The most difficult part about the lesson was the logical structure.

If I assume that the block slides, then…

If I assume that the block topples, then..

Teacher quickly assesses work on whiteboards. Nothing really written down formally, no huge emphasis on taking good notes. Focus is on the group collectively thinking deeply together.

Counterintuitively, whether the object will slide or topple is not dependent on height of block or mass of block.

Lesson Observation: Yr12 Matrices.

Lesson focus: to use matrices to solve simultaneous equations.
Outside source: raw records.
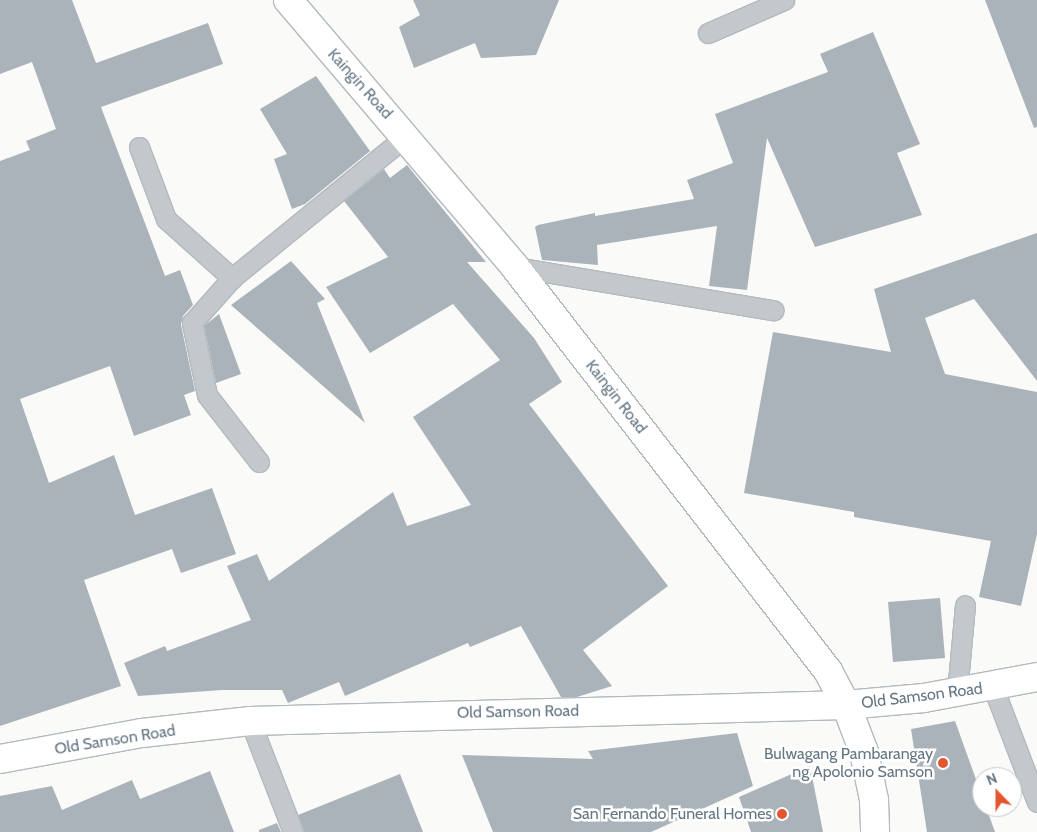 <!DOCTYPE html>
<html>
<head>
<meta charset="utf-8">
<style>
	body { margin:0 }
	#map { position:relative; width:1037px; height:832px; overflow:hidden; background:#fafaf8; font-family:Cabin,sans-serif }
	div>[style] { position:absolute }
	.building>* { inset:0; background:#aab3b9 }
	.roads { filter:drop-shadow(1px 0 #b3babf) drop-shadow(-1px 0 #b3babf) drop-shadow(0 1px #b3babf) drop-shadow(0 -1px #b3babf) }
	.lane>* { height:19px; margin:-9.5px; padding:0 9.5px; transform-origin:9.5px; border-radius:9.5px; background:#c3c8cc }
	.secondary>* { height:28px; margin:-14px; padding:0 14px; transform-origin:14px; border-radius:14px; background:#fff }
	.dots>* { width:14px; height:14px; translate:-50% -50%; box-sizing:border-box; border:2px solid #fff; border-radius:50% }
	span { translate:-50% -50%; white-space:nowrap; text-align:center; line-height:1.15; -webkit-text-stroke:5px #fff; paint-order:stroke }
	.street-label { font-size:16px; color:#657683 }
	.poi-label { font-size:16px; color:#657683 }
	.right { translate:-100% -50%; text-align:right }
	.north { position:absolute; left:972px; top:767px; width:50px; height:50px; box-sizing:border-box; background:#fff; border:1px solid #c1c8cd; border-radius:50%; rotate:338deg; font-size:14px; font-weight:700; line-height:20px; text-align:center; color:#657683 }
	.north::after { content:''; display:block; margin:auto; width:18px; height:22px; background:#e4572e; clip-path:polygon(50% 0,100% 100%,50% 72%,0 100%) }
</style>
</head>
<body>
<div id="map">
	<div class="building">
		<div style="clip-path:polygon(0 0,72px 0,96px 63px,208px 23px,223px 64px,101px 107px,165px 276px,180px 270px,193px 305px,183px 316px,181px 325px,195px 391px,184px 395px,191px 415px,134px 436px,110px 366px,20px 399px,49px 483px,114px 455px,135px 515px,212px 488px,236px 554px,181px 573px,172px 549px,84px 580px,121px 686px,0 726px,0 161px,30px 150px,26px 141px,56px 129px,32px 62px,0 74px)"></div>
		<div style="clip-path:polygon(413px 0,559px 0,536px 55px,481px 58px,475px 43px,414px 68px,399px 27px,420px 15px)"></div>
		<div style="clip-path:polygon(985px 0,1037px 0,1037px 127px,1034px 128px)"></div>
		<div style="clip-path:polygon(873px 32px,920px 144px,897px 153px,922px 215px,815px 247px,767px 138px,747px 290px,709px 286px,717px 226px,597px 245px,598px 265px,542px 260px,535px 227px,538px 225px,595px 213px,595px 216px,694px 199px,687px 180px,733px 163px,715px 114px,828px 72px,820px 54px)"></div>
		<div style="clip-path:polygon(316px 76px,370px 151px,305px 204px,292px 209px,274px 159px,287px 154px,260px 109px)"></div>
		<div style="clip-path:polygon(407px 165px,486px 262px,467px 262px,534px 338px,562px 382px,529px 404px,668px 586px,583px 650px,612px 686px,577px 697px,561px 697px,521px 626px,470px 647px,468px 643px,345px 696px,339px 682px,288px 703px,282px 690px,222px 690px,138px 696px,124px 663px,165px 646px,167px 651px,251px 620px,227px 566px,257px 554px,269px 581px,393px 492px,407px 526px,471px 505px,413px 417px,500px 360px,453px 304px,370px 353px,326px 287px,388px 257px,344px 201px,384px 169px,390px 178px)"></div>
		<div style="clip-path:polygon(1037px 233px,1037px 381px,974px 299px,925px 318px,945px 374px,1037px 392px,1037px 534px,1021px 606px,979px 597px,991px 541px,854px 517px,854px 512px,744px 493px,773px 332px,891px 352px,874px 289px)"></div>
		<div style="clip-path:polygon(291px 261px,325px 299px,317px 303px,365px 423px,231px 305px)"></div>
		<div style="clip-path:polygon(219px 314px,241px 374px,216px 383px,204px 326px)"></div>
		<div style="clip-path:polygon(940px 598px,945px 658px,893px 662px,888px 602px)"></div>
		<div style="clip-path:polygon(955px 721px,982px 796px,982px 807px,986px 807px,995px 832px,927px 832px,911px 729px)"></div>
		<div style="clip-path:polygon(737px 733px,753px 786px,651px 832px,493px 832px,462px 755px,593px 759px,588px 751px)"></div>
		<div style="clip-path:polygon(810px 766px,823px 832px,751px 832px,739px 797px)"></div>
		<div style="clip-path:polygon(210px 771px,234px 832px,0 832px,0 796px,52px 786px,62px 810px,132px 780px,140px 799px)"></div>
		<div style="clip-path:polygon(400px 774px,423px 832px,304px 832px,298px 815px)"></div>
		<div style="clip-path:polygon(277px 823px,281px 832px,259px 832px,259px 830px)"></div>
	</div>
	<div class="roads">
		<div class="lane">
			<div style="left:708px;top:33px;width:83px;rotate:-23.5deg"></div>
			<div style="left:139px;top:147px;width:77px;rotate:69.4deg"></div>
			<div style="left:166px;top:219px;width:89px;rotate:41.8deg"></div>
			<div style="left:515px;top:267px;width:262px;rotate:9.5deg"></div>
			<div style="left:259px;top:462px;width:85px;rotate:-127.8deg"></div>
			<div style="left:207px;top:395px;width:74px;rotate:-101.8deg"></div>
			<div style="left:192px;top:323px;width:60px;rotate:-48.4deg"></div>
			<div style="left:232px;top:278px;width:225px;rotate:-39.2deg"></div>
			<div style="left:993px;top:687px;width:123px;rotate:69.1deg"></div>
			<div style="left:957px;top:693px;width:88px;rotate:-84.8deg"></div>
			<div style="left:250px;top:721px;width:119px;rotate:68.8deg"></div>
		</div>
		<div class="secondary">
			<div style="left:288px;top:0;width:350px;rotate:49.6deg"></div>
			<div style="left:515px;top:267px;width:511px;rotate:52.23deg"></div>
			<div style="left:828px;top:671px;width:38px;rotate:62deg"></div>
			<div style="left:846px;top:705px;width:50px;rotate:69deg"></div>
			<div style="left:864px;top:752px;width:49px;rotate:78.2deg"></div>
			<div style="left:874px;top:800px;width:32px;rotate:88deg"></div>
			<div style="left:0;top:759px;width:144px;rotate:-10.4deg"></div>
			<div style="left:142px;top:733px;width:109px;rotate:-6.3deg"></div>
			<div style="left:250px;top:721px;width:596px;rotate:-1.54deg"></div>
			<div style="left:846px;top:705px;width:78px;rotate:-5.1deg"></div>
			<div style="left:924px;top:698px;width:115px;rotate:-10.5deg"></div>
		</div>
	</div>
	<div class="dots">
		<div style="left:943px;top:763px;background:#e4572e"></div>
		<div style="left:782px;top:814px;background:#e4572e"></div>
	</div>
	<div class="street-label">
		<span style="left:360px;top:84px;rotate:48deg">Kaingin Road</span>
		<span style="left:616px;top:397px;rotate:52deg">Kaingin Road</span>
		<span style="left:922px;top:696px;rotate:-7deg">Old Samson Road</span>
		<span style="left:518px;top:712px;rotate:-1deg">Old Samson Road</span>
		<span style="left:115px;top:740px;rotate:-9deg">Old Samson Road</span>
	</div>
	<div class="poi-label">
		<span class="right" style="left:933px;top:763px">Bulwagang Pambarangay<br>ng Apolonio Samson</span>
		<span class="right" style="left:772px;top:814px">San Fernando Funeral Homes</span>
	</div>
	<div class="north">N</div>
</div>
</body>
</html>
Excellently clear link between prior knowledge and new method. Students unconvinced for the need for matrices to solve equations that they already have a method for. A possible opportunity for technology here: matrices can solve simultaneous equations in three variables, and an app can split out the inverse (useful if you don’t know how to invert big matrices yet).

Teacher completes problems on board while students complete on A3 “mini”-whiteboards. Deliberately supportive culture for a class that finds maths hard.

Usefully uncovered misconceptions – you can divide by a matrix, and matrices commute.

Thank you so much to Dan and Kings Maths School for hosting our visit! We are excited to think how to use some of the exciting things we saw here next year at Six21.